___ Material for this exercise ___
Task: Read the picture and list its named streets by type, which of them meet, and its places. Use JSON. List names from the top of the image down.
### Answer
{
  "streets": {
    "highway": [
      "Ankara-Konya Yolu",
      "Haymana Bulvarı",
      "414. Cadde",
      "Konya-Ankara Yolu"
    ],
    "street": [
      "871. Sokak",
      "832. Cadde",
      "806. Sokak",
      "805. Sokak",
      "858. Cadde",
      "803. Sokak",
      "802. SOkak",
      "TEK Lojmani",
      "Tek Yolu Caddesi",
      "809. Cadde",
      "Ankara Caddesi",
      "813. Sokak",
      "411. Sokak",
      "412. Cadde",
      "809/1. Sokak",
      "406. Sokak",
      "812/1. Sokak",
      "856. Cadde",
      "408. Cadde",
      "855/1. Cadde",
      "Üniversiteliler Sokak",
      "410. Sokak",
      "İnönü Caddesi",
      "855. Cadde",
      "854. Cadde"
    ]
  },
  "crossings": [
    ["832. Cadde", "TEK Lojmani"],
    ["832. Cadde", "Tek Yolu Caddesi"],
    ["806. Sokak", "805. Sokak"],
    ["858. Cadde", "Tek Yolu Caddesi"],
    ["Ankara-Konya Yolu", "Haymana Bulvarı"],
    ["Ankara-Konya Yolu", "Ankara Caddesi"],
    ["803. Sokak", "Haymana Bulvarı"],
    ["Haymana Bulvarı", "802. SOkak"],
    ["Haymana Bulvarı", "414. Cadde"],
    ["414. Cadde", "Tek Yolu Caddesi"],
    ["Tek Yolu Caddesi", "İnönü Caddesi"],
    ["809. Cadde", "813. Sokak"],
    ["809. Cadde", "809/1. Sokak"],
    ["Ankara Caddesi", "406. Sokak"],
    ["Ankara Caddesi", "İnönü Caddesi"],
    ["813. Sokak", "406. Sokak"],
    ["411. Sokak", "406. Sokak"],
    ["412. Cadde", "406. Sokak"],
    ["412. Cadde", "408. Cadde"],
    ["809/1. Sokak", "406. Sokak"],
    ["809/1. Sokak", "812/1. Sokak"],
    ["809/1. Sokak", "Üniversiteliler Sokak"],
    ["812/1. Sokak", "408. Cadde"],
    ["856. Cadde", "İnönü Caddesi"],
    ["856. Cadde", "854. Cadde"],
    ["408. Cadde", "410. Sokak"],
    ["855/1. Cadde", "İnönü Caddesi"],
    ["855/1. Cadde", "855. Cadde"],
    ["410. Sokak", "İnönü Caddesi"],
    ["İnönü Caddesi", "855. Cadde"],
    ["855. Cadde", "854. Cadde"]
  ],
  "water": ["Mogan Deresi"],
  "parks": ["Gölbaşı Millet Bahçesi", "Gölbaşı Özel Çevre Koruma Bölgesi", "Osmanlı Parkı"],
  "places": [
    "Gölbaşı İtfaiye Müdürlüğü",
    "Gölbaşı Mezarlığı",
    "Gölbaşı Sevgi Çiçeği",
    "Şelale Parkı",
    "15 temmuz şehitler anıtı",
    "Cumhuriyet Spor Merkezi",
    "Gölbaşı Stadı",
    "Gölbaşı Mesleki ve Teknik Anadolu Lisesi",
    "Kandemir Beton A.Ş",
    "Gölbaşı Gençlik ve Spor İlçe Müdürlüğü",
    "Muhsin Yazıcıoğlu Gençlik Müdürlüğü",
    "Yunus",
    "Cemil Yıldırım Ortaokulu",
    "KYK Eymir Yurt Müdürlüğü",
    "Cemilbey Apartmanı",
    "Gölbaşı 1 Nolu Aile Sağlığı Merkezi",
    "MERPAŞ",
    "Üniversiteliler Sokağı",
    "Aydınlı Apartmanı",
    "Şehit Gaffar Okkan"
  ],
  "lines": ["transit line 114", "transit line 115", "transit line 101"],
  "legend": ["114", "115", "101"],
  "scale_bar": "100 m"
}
___
Problem description>
Search the listing above for lines containing "Haymana", and copy them.

Result>
      "Haymana Bulvarı",
    ["Ankara-Konya Yolu", "Haymana Bulvarı"],
    ["803. Sokak", "Haymana Bulvarı"],
    ["Haymana Bulvarı", "802. SOkak"],
    ["Haymana Bulvarı", "414. Cadde"],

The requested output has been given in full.